Argued November 29, 2000 Decided February 21, 2001
- Full case name: James F. Lewis v. Lewis & Clark Marine Incorporated
- Citations: 531 U.S. 438 (more) 121 S. Ct. 993; 148 L. Ed. 2d 931

Case history
- Prior: On Writ of Certiorari to the United States Court of Appeals for the Eighth Circuit

Holding
- A District Court did not abuse discretion when it dissolved an injunction under the LLA, which prevented a seaman from suing a vessel owner in state court.

Court membership
- Chief Justice William Rehnquist Associate Justices John P. Stevens · Sandra Day O'Connor Antonin Scalia · Anthony Kennedy David Souter · Clarence Thomas Ruth Bader Ginsburg · Stephen Breyer

Case opinion
- Majority: O'Connor, joined by unanimous

Laws applied
- Limitation of Liability Act

= Lewis v. Lewis & Clark Marine, Inc. =

Lewis v. Lewis & Clark Marine, Inc., 531 U.S. 438 (2001), was a decision by the Supreme Court of the United States involving an injunction under the Limitation of Liability Act and whether a district court acted properly in dissolving it.

==Background==
In 1998, James F. Lewis, a deckhand aboard a ship owned by Lewis & Clark Marine, Inc., claimed that he was injured when he tripped over a wire on the boat.

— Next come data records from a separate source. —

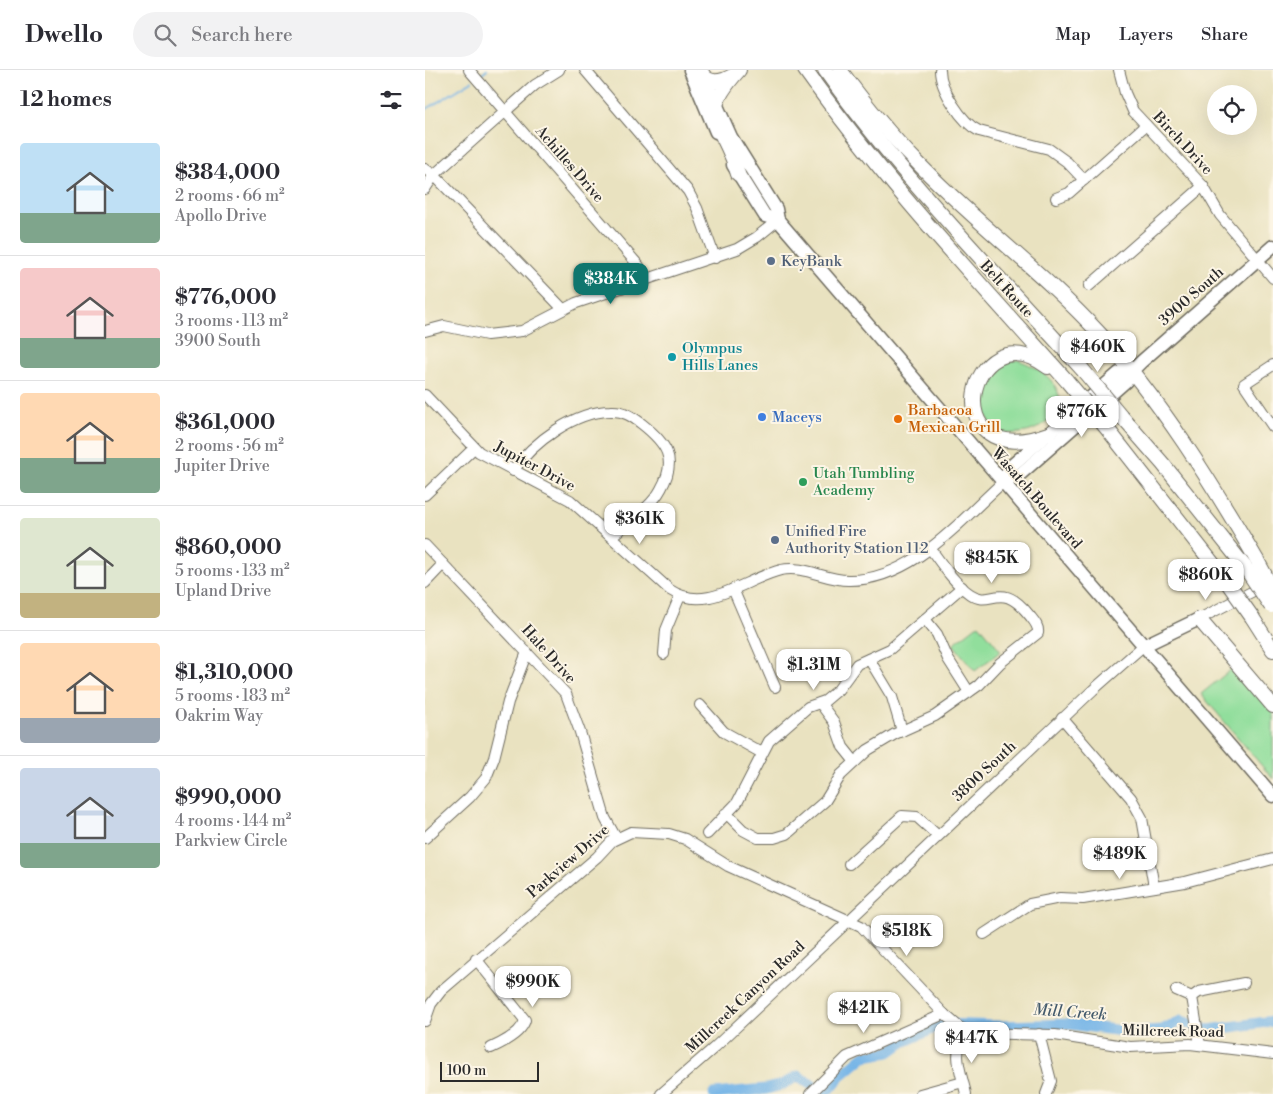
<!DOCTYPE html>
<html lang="en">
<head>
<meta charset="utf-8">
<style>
  :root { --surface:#fff; --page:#f2f2f3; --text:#2b2b33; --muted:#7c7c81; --line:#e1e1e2; --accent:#0f766e }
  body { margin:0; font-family:"Libre Bodoni",serif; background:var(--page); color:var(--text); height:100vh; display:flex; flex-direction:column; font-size:19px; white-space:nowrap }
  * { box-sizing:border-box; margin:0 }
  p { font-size:16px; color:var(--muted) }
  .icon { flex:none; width:28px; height:28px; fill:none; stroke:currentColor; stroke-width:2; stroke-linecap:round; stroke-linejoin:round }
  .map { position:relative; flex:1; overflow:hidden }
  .panel { display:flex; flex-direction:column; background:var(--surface); width:425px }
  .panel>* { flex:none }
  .fabs { position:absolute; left:782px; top:15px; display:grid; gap:10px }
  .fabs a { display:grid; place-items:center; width:50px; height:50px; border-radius:50%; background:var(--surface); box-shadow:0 5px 20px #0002; font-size:25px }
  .scale { position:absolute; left:15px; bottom:12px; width:99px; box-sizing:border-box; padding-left:5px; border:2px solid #2b2b2b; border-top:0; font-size:14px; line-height:18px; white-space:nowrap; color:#2b2b2b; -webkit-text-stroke:4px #fcf5e5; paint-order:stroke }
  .price { position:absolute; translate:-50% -42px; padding:0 11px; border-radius:10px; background:#fff; color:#222; font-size:16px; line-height:32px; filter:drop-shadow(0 1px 2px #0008) }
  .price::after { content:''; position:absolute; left:50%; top:30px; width:15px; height:11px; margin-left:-8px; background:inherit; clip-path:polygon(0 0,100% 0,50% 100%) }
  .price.active { background:var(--accent); color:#fff }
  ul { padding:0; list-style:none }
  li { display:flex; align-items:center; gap:15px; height:125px; padding:0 20px }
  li+li { border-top:1px solid var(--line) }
  li span { display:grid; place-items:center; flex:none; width:140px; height:100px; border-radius:5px; color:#555 }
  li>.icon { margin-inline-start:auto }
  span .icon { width:60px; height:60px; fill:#fffc; stroke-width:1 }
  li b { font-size:21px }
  h2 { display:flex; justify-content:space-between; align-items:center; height:60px; padding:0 20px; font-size:21px }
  header { display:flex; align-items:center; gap:30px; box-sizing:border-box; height:70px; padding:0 25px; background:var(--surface); border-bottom:1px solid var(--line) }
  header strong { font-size:24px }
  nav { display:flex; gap:28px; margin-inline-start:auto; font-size:18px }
  .search { width:350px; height:45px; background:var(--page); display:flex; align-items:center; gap:12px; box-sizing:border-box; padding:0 18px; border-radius:28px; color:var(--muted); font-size:19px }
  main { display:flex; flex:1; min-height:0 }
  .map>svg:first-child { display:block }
</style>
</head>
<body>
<header>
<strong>Dwello</strong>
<div class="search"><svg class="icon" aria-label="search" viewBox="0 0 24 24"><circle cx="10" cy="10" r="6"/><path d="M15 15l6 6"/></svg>Search here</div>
<nav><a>Map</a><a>Layers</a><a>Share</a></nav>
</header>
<main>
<section class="panel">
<h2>12 homes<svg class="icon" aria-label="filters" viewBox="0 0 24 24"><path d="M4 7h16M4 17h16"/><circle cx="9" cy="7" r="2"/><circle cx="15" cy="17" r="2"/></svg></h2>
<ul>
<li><span style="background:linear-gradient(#bfe0f5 70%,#7fa58c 0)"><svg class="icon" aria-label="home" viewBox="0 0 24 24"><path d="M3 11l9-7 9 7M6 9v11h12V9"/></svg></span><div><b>$384,000</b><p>2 rooms · 66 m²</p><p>Apollo Drive</p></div></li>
<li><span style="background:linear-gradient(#f6c9c9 70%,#7fa58c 0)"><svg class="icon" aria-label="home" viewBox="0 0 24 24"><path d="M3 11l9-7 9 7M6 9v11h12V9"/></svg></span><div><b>$776,000</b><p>3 rooms · 113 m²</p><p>3900 South</p></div></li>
<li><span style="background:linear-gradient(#ffd9b3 65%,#7fa58c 0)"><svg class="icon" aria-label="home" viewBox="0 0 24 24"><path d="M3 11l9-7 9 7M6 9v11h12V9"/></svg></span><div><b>$361,000</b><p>2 rooms · 56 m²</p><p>Jupiter Drive</p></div></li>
<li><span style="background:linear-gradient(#dfe7d0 75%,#c2b280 0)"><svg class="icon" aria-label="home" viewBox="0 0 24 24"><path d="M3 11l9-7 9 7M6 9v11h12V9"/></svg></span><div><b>$860,000</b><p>5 rooms · 133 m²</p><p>Upland Drive</p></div></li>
<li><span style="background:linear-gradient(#ffd9b3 75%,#9aa5b1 0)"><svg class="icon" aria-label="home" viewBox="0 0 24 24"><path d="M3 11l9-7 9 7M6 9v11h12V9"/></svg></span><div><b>$1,310,000</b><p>5 rooms · 183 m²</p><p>Oakrim Way</p></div></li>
<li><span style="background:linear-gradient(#c9d6e8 75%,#7fa58c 0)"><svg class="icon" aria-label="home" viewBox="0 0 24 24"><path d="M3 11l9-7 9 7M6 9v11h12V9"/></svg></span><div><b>$990,000</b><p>4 rooms · 144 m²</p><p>Parkview Circle</p></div></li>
</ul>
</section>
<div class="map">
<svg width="848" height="1024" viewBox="0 0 848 1024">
  <rect width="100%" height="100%" fill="#fcf5e5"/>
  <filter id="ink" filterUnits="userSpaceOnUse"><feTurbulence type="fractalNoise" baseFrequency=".02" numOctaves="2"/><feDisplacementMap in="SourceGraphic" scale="10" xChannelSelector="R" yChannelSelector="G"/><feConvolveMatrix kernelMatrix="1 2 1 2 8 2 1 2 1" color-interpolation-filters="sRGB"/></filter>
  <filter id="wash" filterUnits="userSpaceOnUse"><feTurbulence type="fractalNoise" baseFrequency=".0096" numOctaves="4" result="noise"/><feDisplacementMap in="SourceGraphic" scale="20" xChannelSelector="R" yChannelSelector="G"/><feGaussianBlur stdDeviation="1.12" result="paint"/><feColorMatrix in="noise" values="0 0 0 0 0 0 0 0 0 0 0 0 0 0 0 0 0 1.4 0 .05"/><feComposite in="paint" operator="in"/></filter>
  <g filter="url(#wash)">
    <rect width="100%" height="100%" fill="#e9e2c0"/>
    <g fill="#91de9c" stroke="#5e8464">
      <path d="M593 290C615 298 634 310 636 336 616 360 606 365 575 363 545 335 550 297 593 290Z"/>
      <polygon points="554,554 576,581 550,601 528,574"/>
      <polygon points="809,597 848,642 848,709 776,624"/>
    </g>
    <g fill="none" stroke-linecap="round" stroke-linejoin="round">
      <g stroke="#72b3e7" stroke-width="2">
        <polyline points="56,5 62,0"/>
        <polyline points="0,40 47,11"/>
      </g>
      <g stroke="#72b3e7" stroke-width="11">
        <polyline points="394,1020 402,1020 409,1015 413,1008 439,986 464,982 478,972 519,954 575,956 644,954 705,962 737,960 756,951 784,960 848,951"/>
        <polyline points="289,1024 341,1019 357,1015 373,1006 387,1015"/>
      </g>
    </g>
  </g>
  <g filter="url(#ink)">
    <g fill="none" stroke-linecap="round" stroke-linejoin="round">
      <g stroke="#6e6b5f" stroke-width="12">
        <g id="minor">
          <polyline points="44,0 214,196 220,210"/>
          <polyline points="160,0 263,121 272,138 290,188"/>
          <path d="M515 0C515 19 537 53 554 61L624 79 642 92 659 110"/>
          <polyline points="694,0 700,23 708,41 778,116 795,145 848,208"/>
          <polyline points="0,99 9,105 110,15 134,0"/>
          <polyline points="0,119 9,105 138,239"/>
          <polyline points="631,128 644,123 721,55"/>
          <polyline points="664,216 778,116"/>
          <polyline points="0,261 19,256 62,265 97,261 151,233 312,179 332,167 353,150"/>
          <polyline points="848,295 819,314 848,357"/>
          <path d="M0 325 54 382 145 430 245 520C282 544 319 509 356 500 379 495 400 510 423 510 486 511 534 452 577 413"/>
          <path d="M88 401C108 372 150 341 186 341 198 340 208 347 217 354 241 373 253 389 236 419 226 438 203 452 187 466"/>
          <polyline points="0,425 49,378"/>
          <polyline points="0,475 141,624 155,662 180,748 191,768"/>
          <polyline points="0,513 18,494"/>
          <polyline points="308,519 350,617"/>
          <polyline points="500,549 512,564 523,589 544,622"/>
          <polyline points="774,549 840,515"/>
          <polyline points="239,584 241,560 255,526"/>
          <polyline points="444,589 467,627 477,661"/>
          <polyline points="395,633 409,652 418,677 430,692"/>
          <polyline points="275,635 299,662 337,683"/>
          <polyline points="637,648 706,728 717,748 729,817"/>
          <path d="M301 743 318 760 333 768H349L362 764 400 731 416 705 443 680 470 664 510 646 554 615 575 593 613 563C614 556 609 551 605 546 575 508 567 539 545 524 529 513 516 493 505 478"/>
          <polyline points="282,764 312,733 344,671 383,637 400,631 413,620 432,594 465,579 537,517"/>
          <polyline points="0,768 45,727 61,708 69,688 83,632 102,582"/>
          <polyline points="424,794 477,746 492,747 512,765"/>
          <polyline points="559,864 605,834 635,828 658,829 760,812 848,789"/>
          <path d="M51 889 100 950C97 963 77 973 66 978"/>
          <polyline points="751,920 767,927"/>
          <polyline points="0,951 6,934 16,921 172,787 187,771 206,762 244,764 260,769 303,796 436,856 519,944 534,957 546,963 630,965 705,977 765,974 848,984"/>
          <polyline points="614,964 626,1011 621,1024"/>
          <polyline points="775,975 767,927 774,922 819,913"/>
          <polyline points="236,1024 290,977 668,620 718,576"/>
          <polyline points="385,1024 422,987 519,944"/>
          <polyline points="495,1024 538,1012"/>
          <path d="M541 1024C536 1001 526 983 541 962"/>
        </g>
      </g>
      <g stroke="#6e6b5f" stroke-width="15">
        <g id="major">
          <polyline points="265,0 291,62"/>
          <polyline points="277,2 306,67 351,139 353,150"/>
          <polyline points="308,95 340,146 353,150 848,726"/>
          <polyline points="577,413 593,406 701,311 706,302 716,292 848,176"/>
          <polyline points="577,413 585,397 694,303 706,302"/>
          <polyline points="718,576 774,549"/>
        </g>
      </g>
      <g stroke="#6e6b5f" stroke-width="16">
        <g id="highway">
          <path d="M380 0C459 111 552 210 642 311"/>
          <path d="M400 0C476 107 570 202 657 299"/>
          <path d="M415 0C438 31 463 63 490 90 548 151 617 201 674 263 735 329 788 415 833 492"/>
          <path d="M277 3C283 15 297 12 307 6"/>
          <path d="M313 104C298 51 269 50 314 0"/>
          <polyline points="697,347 738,394 820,497"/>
          <polyline points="684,361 800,509"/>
          <path d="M623 364C508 405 542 238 623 297"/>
          <polyline points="827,547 848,580"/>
          <polyline points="774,549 848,636"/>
        </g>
      </g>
      <use href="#minor" stroke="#fff" stroke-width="10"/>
      <use href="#major" stroke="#fff" stroke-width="12"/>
      <use href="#highway" stroke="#fff" stroke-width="14"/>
      <g stroke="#6e6b5f" stroke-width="16" stroke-linecap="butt">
        <g id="highway-bridge">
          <polyline points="657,299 697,347"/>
          <polyline points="642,311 684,361"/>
          <polyline points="833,492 848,520"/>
          <polyline points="820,497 846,536"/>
          <polyline points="800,509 827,547"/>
        </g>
      </g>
      <use href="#highway-bridge" stroke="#fff" stroke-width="14"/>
    </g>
  </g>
  <g fill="#5c6f8a" stroke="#fcf5e5" stroke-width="2">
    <circle cx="346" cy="191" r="5"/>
    <circle cx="350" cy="470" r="5"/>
  </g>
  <circle fill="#0f9aa8" stroke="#fcf5e5" stroke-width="2" cx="247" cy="287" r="5"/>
  <circle fill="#3f7fe0" stroke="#fcf5e5" stroke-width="2" cx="337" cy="347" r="5"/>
  <circle fill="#e8710a" stroke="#fcf5e5" stroke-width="2" cx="473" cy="349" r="5"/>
  <circle fill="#2e9e5b" stroke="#fcf5e5" stroke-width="2" cx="378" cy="412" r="5"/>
  <g text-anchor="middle" stroke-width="4" stroke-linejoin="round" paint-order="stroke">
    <g font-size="15" fill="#2b2b2b" stroke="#fcf5e5">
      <text transform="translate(758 73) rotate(47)" y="5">Birch Drive</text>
      <text transform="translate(145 94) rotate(49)" y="5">Achilles Drive</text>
      <text transform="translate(582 219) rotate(48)" y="5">Belt Route</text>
      <text transform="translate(766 226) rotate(-41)" y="5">3900 South</text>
      <text transform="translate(110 396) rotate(28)" y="5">Jupiter Drive</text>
      <text transform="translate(612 428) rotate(49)" y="5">Wasatch Boulevard</text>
      <text transform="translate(124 584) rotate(48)" y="5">Hale Drive</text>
      <text transform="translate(559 701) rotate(-43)" y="5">3800 South</text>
      <text transform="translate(143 791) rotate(-41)" y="5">Parkview Drive</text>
      <text transform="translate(320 927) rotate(-43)" y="5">Millcreek Canyon Road</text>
      <text transform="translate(748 961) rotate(1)" y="5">Millcreek Road</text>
    </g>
    <g font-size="15" fill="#4e5e75" stroke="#fcf5e5" text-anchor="start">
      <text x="356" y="196">KeyBank</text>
      <text x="360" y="466">Unified Fire<tspan x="360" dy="17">Authority Station 112</tspan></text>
    </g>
    <g font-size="15" fill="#0d838f" stroke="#fcf5e5" text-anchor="start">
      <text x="257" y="283">Olympus<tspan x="257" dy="17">Hills Lanes</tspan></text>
    </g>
    <g font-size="15" fill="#c56008" stroke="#fcf5e5" text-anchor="start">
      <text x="483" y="345">Barbacoa<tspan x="483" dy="17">Mexican Grill</tspan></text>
    </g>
    <g font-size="15" fill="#366cbe" stroke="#fcf5e5" text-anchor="start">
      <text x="347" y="352">Maceys</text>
    </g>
    <g font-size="15" fill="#27864d" stroke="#fcf5e5" text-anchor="start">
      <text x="388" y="408">Utah Tumbling<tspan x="388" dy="17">Academy</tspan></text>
    </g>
    <g font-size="16" font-style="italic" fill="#445b6d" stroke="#fcf5e5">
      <text transform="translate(645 941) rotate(4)" y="6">Mill Creek</text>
    </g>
  </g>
</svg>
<div class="fabs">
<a><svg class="icon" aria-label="locate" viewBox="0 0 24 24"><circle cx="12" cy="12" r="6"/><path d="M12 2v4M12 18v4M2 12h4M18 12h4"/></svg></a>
</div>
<div class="scale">100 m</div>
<b class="price active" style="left:186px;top:235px">$384K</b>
<b class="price" style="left:673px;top:303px">$460K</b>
<b class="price" style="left:657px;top:368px">$776K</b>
<b class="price" style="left:215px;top:475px">$361K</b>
<b class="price" style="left:567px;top:514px">$845K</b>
<b class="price" style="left:781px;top:531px">$860K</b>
<b class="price" style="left:389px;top:621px">$1.31M</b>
<b class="price" style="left:695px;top:810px">$489K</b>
<b class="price" style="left:482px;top:887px">$518K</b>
<b class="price" style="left:108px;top:938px">$990K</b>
<b class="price" style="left:439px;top:964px">$421K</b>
<b class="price" style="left:547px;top:994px">$447K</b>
</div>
</main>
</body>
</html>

Lewis then sued Lewis & Clark in Illinois County Court, for personal injuries claiming negligence under the Jones Act. Lewis & Clark had already filed a complaint for exoneration from, or limitation of, liability in the District Court under the Limitation of Liability Act (Act). Subsequently, the court approved a surety bond of $450,000, representing Lewis & Clark's interest in the vessel, ordered that any claim related to the incident be filed with the court within a specified period, and enjoined the filing or prosecution of any suits related to the incident. The injunction prevented Lewis from litigating his personal injury claims in state court and he moved to dissolve it. Ultimately, the court dissolved the injunction. The Eight Circuit Court of Appeals reversed.

==Opinion of the Court==
Justice Sandra Day O'Connor wrote the unanimous opinion of the Court which reversed the Eighth Circuit's decision. The Court held that because state courts may adjudicate claims like Lewis' against vessel owners so long as the owner's right to seek limitation of liability is protected, the Court of Appeals erred in reversing the District Court's decision to dissolve the injunction. Writing for the Court, Justice O'Connor rejected the respondent's proposal to make "run of the mill personal injury actions involving vessels a matter of exclusive federal jurisdiction except where the claimant happens to seek a jury trial."